The gas gauge read empty but I had filled the tank just two days before and put less than 25 miles on the car since.

Had someone siphoned gas from the tank while the car set idle for a couple of days? Not likely. But I had five gallons in the gas can for the mower so I put it in the tank. The gauge still read empty and the car still wouldn’t start. Something wrong somewhere.

I had to be in court by 9 a.m. to cover the day’s proceedings for the Floyd Press so I took Amy’s Liberty to town. The Wrangler is still under warranty and I called their Roadside Assistance number and had the car towed to Turman-Yeatts for repair.

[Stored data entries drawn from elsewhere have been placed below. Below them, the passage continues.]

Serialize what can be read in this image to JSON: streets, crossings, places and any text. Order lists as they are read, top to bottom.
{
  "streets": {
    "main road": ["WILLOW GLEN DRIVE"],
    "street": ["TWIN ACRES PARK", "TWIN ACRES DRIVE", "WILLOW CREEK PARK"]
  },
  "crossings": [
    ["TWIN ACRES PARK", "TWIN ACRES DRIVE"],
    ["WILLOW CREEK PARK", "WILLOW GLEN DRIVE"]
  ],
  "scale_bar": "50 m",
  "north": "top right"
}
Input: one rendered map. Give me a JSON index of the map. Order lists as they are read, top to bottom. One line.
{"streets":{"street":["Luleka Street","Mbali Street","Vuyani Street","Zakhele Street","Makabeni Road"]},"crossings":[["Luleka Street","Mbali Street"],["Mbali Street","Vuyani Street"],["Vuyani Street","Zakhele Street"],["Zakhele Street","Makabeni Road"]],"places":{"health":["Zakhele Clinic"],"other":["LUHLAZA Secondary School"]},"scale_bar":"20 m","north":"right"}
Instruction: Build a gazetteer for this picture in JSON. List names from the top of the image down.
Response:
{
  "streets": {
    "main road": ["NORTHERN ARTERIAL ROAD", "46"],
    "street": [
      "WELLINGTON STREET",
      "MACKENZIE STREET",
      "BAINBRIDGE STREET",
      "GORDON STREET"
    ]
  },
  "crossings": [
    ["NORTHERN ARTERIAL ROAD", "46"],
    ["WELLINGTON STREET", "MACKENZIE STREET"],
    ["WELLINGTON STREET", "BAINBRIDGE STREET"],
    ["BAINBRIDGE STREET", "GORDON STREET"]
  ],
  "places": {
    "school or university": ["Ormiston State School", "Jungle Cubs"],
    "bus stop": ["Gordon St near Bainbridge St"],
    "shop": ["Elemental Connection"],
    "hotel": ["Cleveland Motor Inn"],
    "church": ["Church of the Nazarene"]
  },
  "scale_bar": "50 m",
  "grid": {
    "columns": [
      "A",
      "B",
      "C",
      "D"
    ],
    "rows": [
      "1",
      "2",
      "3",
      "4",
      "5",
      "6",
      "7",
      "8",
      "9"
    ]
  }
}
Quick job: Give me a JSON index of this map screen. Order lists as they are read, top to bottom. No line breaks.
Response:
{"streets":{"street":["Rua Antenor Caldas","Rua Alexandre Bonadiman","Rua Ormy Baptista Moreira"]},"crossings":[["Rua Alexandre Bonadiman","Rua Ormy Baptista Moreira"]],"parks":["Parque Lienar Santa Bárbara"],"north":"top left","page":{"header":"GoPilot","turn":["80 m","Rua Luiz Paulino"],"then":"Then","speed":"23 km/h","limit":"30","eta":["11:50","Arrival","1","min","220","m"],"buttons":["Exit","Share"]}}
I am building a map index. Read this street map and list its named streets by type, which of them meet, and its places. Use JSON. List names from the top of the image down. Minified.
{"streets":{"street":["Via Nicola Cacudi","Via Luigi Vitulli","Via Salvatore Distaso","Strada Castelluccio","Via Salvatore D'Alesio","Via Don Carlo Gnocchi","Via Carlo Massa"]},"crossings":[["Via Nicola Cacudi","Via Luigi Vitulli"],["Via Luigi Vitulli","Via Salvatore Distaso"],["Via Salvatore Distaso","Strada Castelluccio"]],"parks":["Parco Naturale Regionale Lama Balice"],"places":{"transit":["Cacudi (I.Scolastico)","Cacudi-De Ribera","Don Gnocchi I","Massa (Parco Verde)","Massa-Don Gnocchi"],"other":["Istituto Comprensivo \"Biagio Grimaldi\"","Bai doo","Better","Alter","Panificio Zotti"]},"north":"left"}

The diagnosis: Something with four legs and sharp teeth chewed through the wiring leading to my fuel pump and gas gauge.  Problem solved. Wiring fixed. Jeep running again.

Carnivorous beasts, however, are not covered by Jeep’s warranty so I parted with $88 and change,  Turman-Yeatts owner Andrew Lewis says a lot of their customer’s cars come in with electric wiring eaten away by small critters, usually ground squirrels.

Of course, if we kept the Wrangler in the garage where it belonged this wouldn’t have happened but like so many Floyd County garages ours is, at the moment, full of other things.